How do international laws and the Geneva Conventions affect the lawfulness of military orders?
Executive summary
International humanitarian law (IHL), anchored in the Geneva Conventions, requires that combatants respect protections for civilians, the wounded, and prisoners — and it makes certain acts “grave breaches” that states must penalize and investigate [1] [2]. Military personnel are not excused from liability simply because they were following orders: multiple analyses and reporting note that unlawful orders — including those violating the Geneva Conventions — can expose service members to domestic or international prosecution [3] [4].
1. What the Geneva Conventions actually regulate — and their practical limits
The Geneva Conventions are treaties forming the core of IHL that set minimum protections for civilians, prisoners of war, and those hors de combat; they are designed to balance military necessity and humanity [2] [5]. Their text and later Additional Protocols focus primarily on protecting non‑combatants and those no longer fighting [1] [2]. The ICRC’s updated Commentary on the Fourth Geneva Convention stresses this protective purpose and aims to give military, legal and policy practitioners practical guidance for contemporary conflicts [5].
2. How the Conventions affect the lawfulness of orders given in war
Orders that would require or foreseeably cause violations of Geneva protections — for example, directing intentional attacks on civilians or torture of detainees — fall outside lawful military conduct. The Conventions identify certain acts as “grave breaches” and require states to legislate criminal penalties and to investigate and bring alleged perpetrators or those who ordered them to trial [1]. That legal framework means an order that commands or facilitates a grave breach is treated, under IHL, as unlawful [1].
3. Individual responsibility vs. “just following orders”
Multiple sources gathered in recent reporting and scholarship emphasize that obedience to an unlawful order is not a blanket defense. Service members who follow manifestly illegal commands can be held liable under domestic military law or in international fora; the duty to disobey unlawful orders is part of both U.S. military law practice and IHL commentary [3] [4]. The Conversation and allied outlets report survey and analytic work showing troops understand the distinction between lawful and unlawful commands and that following orders is not a complete legal shield [3].
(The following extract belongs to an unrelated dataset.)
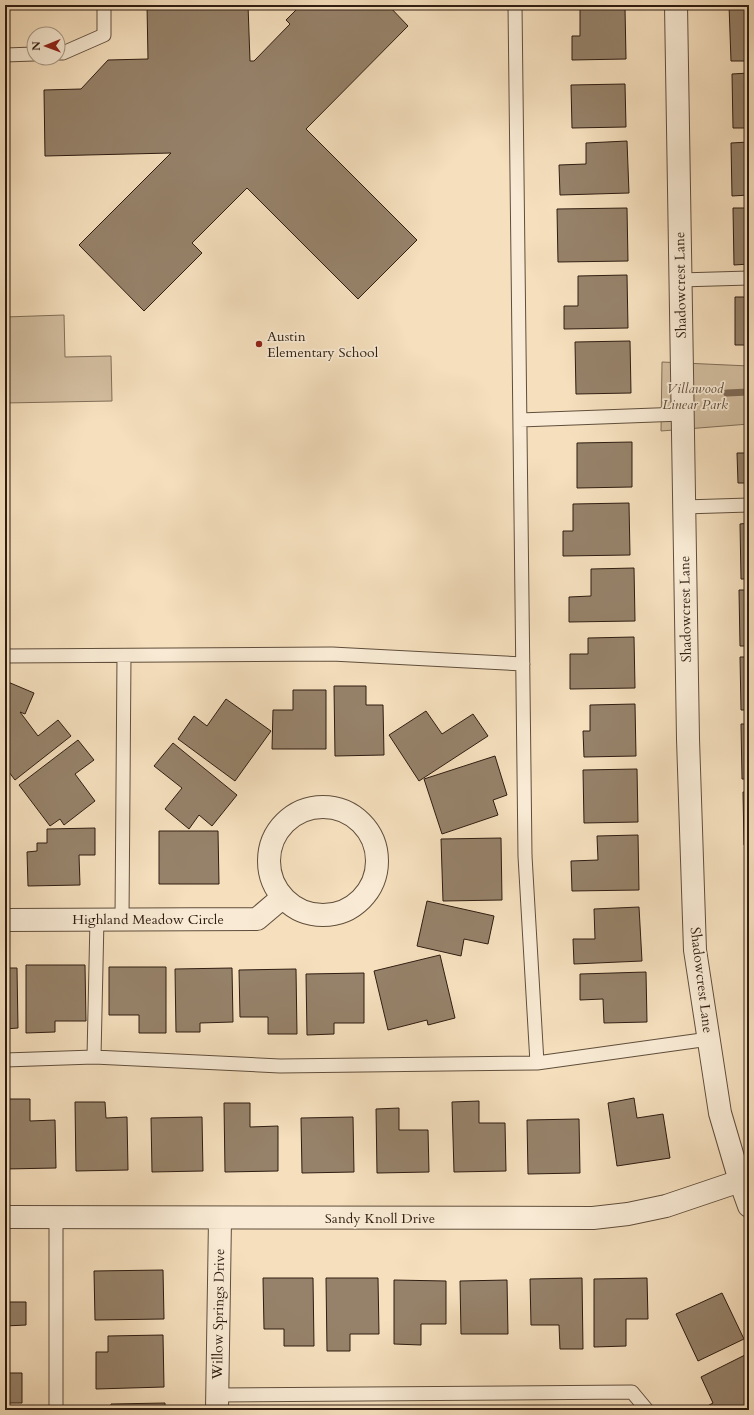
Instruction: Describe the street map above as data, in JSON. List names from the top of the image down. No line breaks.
{"streets":{"street":["Shadowcrest Lane","Highland Meadow Circle","Sandy Knoll Drive","Willow Springs Drive"]},"crossings":[["Shadowcrest Lane","Sandy Knoll Drive"],["Sandy Knoll Drive","Willow Springs Drive"]],"parks":["Villawood Linear Park"],"places":["Austin Elementary School"],"north":"left"}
4. Where international and domestic law intersect — and sometimes collide
The Geneva Conventions operate as international treaty obligations that States must implement — for example by enacting penal laws and procedures to prosecute grave breaches [1]. Domestic military codes (such as the U.S. UCMJ discussed in reporting) define obedience and the duty to disobey within national criminal and disciplinary systems; those systems can prosecute unlawful obedience even where the order originated from a superior [3] [4]. Contemporary commentaries warn that operational pressures, resource constraints and political direction can make compliance challenging even where legal obligations are clear [6].
5. Interpretation, guidance and the role of the ICRC commentary
The ICRC’s updated 2025 Commentary on the Fourth Geneva Convention was explicitly developed to make the Convention usable in modern conflicts and to clarify the balance between military necessity and humanity [7] [5]. The Commentary is intended as an authoritative interpretive tool for military lawyers and commanders, which affects how orders should be framed and assessed in practice [5]. States and commanders still retain discretion in operational choices, but the Commentary seeks to reduce ambiguity that might otherwise be used to justify unlawful orders [7].
6. Political and institutional pressures that shape obedience decisions
Reporting on current U.S. debates around rules of engagement and executive direction highlights that political leadership and institutional priorities influence how strictly militaries enforce compliance with IHL [6]. Analysts argue that attempts to loosen or delegitimize established ROE (rules of engagement) can create legal and moral risks for troops and for state compliance with Geneva obligations [6]. Conversely, robust training and clear legal guidance reduce the likelihood that lower‑level personnel will receive orders that violate the Conventions [5].
7. Limits of the available reporting and where questions remain
Available sources explain the broad legal framework, the ICRC’s interpretive role and that unlawful orders can trigger individual liability [1] [5] [3]. They do not provide exhaustive case law or a step‑by‑step checklist for individual soldiers deciding in real time whether to obey an order; nor do they catalogue every national implementation practice, which varies by state (not found in current reporting). For operational questions, military legal advice and the updated ICRC Commentary are the recommended practical starting points [5].
Conclusion: The Geneva Conventions and current IHL doctrine make clear that orders producing prohibited acts are unlawful, that states must investigate and penalize grave breaches, and that “just following orders” is not an automatic defense — but implementing those rules in the field depends on national law, rules of engagement, command guidance and the practical clarity that interpretive tools like the ICRC’s updated Commentary aim to provide [1] [5] [3].